> [Task]: Among the entries, find each line that includes the string "rotate" and list it.

> [Supplied records]:
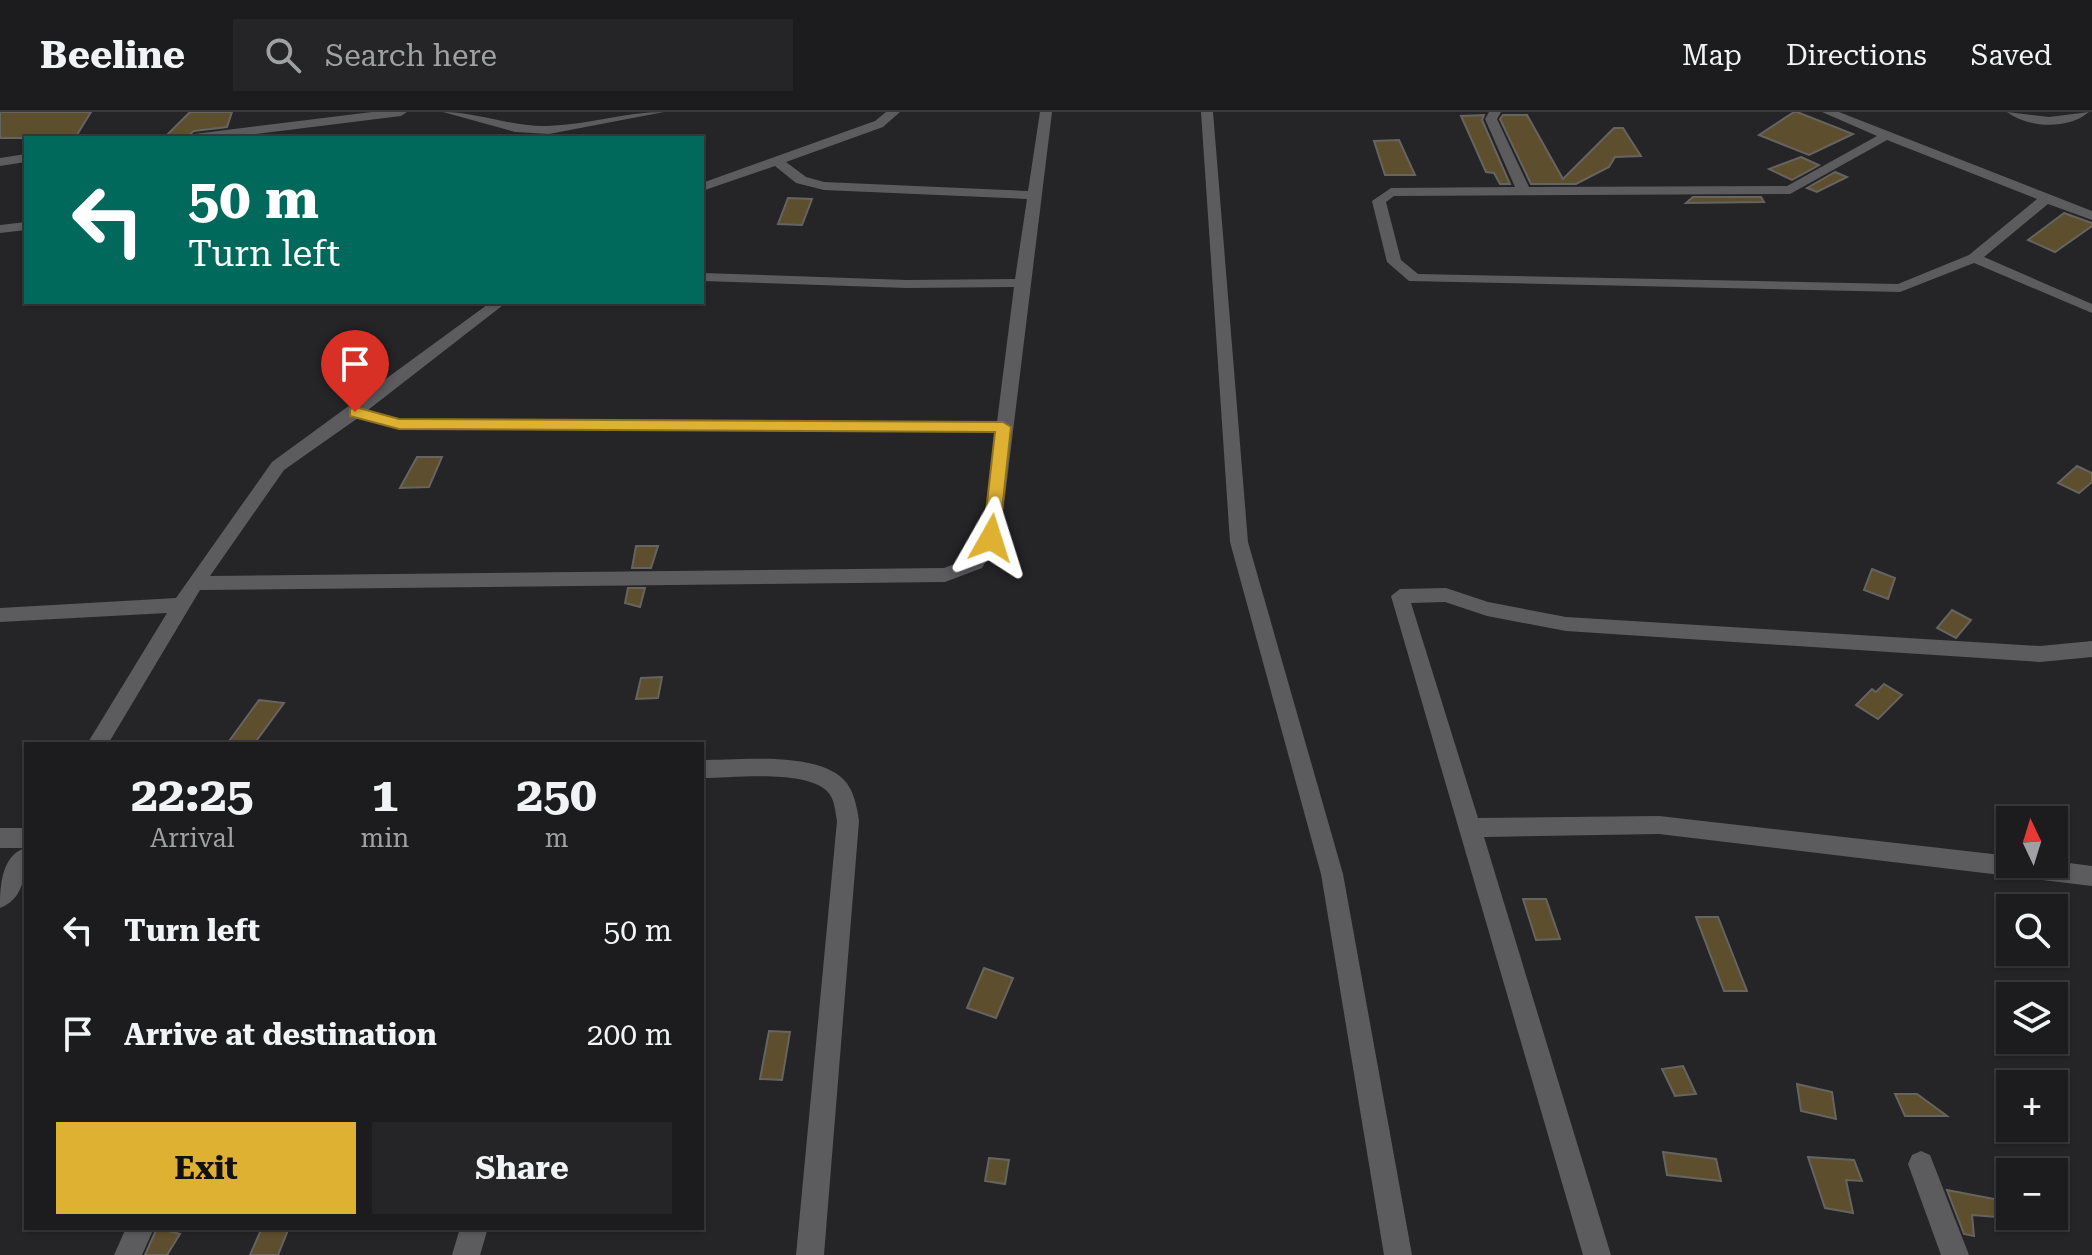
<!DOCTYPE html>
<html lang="en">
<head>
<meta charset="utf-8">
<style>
	:root { --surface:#1c1b1d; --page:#252426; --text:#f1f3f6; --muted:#a0a1a4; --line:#3a393b; --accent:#deb133 }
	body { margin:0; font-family:"Roboto Serif",serif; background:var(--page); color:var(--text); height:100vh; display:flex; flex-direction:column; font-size:30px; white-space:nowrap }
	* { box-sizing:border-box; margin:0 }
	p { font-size:26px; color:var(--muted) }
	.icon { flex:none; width:44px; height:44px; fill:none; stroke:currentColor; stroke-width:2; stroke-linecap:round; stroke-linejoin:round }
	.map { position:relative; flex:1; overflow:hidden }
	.details { position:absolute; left:24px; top:630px; width:680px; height:488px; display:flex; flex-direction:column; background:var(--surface); border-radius:0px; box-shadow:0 2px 6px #0004,0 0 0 2px var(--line) }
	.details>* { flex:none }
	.hud { position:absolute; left:24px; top:24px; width:680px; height:168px; border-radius:0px; box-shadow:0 2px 6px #0004,0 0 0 2px var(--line); background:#00695c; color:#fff; overflow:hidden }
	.needle { width:52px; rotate:356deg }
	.buttons { position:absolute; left:1996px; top:694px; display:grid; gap:16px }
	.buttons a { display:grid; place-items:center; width:72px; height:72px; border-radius:0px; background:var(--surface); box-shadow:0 2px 6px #0004,0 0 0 2px var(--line); font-size:40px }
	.pin { position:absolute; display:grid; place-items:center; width:68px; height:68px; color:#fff; margin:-82px -34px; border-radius:50% 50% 50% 0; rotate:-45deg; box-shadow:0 0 8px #0007 }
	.pin .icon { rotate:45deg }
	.me { position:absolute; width:88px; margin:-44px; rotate:6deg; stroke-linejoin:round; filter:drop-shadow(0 0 6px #0008) }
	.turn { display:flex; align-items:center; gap:28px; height:168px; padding:0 32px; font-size:36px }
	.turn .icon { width:104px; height:104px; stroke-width:2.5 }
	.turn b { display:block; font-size:56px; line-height:68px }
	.eta { display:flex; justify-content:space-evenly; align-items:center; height:136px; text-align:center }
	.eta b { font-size:48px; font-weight:700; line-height:56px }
	.primary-button { display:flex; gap:16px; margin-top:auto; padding:16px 32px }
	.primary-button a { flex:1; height:92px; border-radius:0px; background:var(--accent); color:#111; font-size:32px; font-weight:700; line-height:92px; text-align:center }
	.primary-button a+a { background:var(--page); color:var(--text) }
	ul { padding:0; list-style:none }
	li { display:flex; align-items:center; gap:24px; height:104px; padding:0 32px }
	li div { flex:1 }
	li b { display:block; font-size:30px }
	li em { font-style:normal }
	header { display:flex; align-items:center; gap:48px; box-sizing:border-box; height:112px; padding:0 40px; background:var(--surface); border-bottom:2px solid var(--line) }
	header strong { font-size:38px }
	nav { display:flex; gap:44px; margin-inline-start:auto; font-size:28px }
	.search { width:560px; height:72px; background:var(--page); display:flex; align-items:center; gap:20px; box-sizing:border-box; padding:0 28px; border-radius:0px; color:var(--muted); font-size:30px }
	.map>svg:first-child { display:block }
</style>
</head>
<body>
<header>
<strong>Beeline</strong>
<div class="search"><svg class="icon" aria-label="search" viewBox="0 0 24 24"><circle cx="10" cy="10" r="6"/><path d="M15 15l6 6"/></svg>Search here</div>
<nav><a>Map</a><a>Directions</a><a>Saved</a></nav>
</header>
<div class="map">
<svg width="2092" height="1143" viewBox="0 0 2092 1143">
	<rect width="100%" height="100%" fill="#252427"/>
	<g fill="#5d4f2d" stroke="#666461" stroke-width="2">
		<polygon points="0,0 91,0 75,26 0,26"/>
		<polygon points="190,0 232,0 227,15 194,19 185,26 164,26"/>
		<polygon points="1794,0 1797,0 1853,22 1809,43 1759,23"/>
		<polygon points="1484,3 1482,8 1510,72 1500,72 1494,61 1486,60 1461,4"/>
		<polygon points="1503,3 1527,3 1563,67 1614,16 1623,16 1641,44 1615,45 1609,55 1576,72 1531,72 1500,7"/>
		<polygon points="1399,28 1415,63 1385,63 1374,29"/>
		<polygon points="1801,45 1819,53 1792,68 1769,57"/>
		<polygon points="1835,60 1847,65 1817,80 1807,76"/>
		<polygon points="1693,85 1761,85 1764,90 1686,91"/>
		<polygon points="788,86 812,87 802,113 778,112"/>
		<polygon points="2064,101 2092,111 2092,114 2055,140 2028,128"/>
		<polygon points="417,345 442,345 429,375 400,376"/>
		<polygon points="2077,354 2092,361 2092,370 2079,381 2058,371"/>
		<polygon points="636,434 658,434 651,456 632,456"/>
		<polygon points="1872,457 1895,466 1888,487 1864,478"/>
		<polygon points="628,476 645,476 640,495 625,491"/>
		<polygon points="1952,498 1971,508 1956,526 1937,516"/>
		<polygon points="662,565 658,586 636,587 641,566"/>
		<polygon points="1884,572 1902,583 1878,607 1856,593 1872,577 1876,580"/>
		<polygon points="259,588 284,591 254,632 227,632"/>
		<polygon points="1523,787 1546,787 1560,827 1536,828"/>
		<polygon points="1696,805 1718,805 1747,879 1724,879"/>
		<polygon points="984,856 1013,866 996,906 967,896"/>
		<polygon points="769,919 790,920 782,968 760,967"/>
		<polygon points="1683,954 1696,982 1675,984 1662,957"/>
		<polygon points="1797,972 1832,980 1836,1007 1801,999"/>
		<polygon points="1895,982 1917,982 1947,1004 1905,1004"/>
		<polygon points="1663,1040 1716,1047 1721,1069 1667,1063"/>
		<polygon points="1808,1045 1854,1048 1862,1069 1846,1068 1853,1101 1825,1096"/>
		<polygon points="989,1046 1009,1048 1005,1072 985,1069"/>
		<polygon points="1947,1078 2010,1090 2010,1104 2022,1104 2022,1107 1972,1103 1974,1124 1964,1122"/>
		<polygon points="157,1116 180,1122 167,1143 145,1143"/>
		<polygon points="261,1118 288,1118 278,1143 250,1143"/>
	</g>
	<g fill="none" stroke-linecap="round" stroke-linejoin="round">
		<g fill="#5c5c5e" fill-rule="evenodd">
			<polygon points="372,0 407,0 401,4 224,26 188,26 194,22"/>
			<path d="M 443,0 C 478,0 511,15 547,14 C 586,13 624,0 664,0 L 549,22 L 515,20 Z"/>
			<path d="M 886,0 L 900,0 L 883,15 L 786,50 L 806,65 L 824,70 L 1028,79 L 1040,0 L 1052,0 L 1000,426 L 982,456 L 945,470 L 200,478 L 108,632 L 87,632 L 167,501 L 0,510 L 0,496 L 176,486 L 272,350 L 491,190 L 507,190 L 368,298 L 399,307 L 997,310 L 1014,175 L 907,176 L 702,169 L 702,161 L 907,168 L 1015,167 L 1027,87 L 824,78 L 796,71 L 775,54 L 702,79 L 702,71 L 875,9 ZM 358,306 L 399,317 L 996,320 L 982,426 L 970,446 L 944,456 L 210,464 L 284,358 Z"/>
			<polygon points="1201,0 1213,0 1248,430 1343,762 1412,1143 1384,1143 1321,762 1230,430"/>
			<path d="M 1489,0 L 1501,0 L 1497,7 L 1529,75 L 1787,74 L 1877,24 L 1822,0 L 1839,0 L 2092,99 L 2092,108 L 2048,92 L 1984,145 L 2092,192 L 2092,201 L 1974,151 L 1900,180 L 1409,169 L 1387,150 L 1372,89 L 1391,76 L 1515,75 L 1485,7 ZM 1887,28 L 2037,87 L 1969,143 L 1898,172 L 1418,162 L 1401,148 L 1386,90 L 1394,84 L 1790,82 Z"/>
			<path d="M 2007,0 L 2049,5 L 2089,0 C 2068,18 2028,16 2007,0 Z"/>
			<polygon points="26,42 26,50 0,54 0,46"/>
			<polygon points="26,110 26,118 0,121 0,113"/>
			<polygon points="1446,476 1488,490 1566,505 2040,534 2092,529 2092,545 2040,550 1566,519 1487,504 1445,490 1411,491 1478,706 1659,704 2010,744 2010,752 2054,749 2092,754 2092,774 1659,722 1484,725 1611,1143 1583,1143 1391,484 1400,477"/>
			<path d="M 702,648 C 738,648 817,639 844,668 C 854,678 857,695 859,709 L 824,1143 L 796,1143 L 837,709 C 835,699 835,687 827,679 C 804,657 733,666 702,666 Z"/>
			<path d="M 0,716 L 26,716 C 26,743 31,785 0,796 C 0,775 1,744 25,736 L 0,736 Z"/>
			<polygon points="1921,1039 1930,1043 1969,1143 1941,1143 1908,1052 1912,1043"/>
			<polygon points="126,1116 154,1116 142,1143 114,1143"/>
			<polygon points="460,1116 488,1116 480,1143 452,1143"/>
		</g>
	</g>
	<polygon fill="#deb133" stroke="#907321" stroke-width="2" points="355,295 399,307 1003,310 1011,315 999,426 991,432 983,426 995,320 399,317 350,304 350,297"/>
</svg>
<div class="buttons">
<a><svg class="needle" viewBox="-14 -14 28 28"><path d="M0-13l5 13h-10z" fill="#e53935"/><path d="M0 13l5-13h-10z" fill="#a0a1a4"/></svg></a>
<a><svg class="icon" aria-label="search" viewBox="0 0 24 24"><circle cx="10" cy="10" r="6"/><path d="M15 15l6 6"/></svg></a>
<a><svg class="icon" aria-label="layers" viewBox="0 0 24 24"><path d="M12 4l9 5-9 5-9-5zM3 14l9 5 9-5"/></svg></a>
<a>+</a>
<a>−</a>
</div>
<div class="pin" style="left:355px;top:300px;background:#d93025"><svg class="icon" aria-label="arrive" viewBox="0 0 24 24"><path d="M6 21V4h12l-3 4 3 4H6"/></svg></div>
<svg class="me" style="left:991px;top:426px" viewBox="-20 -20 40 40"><path d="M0-17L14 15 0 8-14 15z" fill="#deb133" stroke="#fff" stroke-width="4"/></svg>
<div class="hud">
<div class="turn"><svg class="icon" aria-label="left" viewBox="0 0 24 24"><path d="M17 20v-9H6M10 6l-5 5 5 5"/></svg><div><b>50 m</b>Turn left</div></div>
</div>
<section class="details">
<div class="eta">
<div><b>22:25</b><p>Arrival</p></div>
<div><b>1</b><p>min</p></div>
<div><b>250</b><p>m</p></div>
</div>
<ul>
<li><svg class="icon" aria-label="left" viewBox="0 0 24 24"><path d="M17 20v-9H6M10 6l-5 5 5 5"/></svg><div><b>Turn left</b></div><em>50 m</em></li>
<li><svg class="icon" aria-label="arrive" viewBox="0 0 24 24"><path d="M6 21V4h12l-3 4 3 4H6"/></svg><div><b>Arrive at destination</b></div><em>200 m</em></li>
</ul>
<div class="primary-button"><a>Exit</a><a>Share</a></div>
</section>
</div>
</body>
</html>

> [Reply to the task]:
	.needle { width:52px; rotate:356deg }
	.pin { position:absolute; display:grid; place-items:center; width:68px; height:68px; color:#fff; margin:-82px -34px; border-radius:50% 50% 50% 0; rotate:-45deg; box-shadow:0 0 8px #0007 }
	.pin .icon { rotate:45deg }
	.me { position:absolute; width:88px; margin:-44px; rotate:6deg; stroke-linejoin:round; filter:drop-shadow(0 0 6px #0008) }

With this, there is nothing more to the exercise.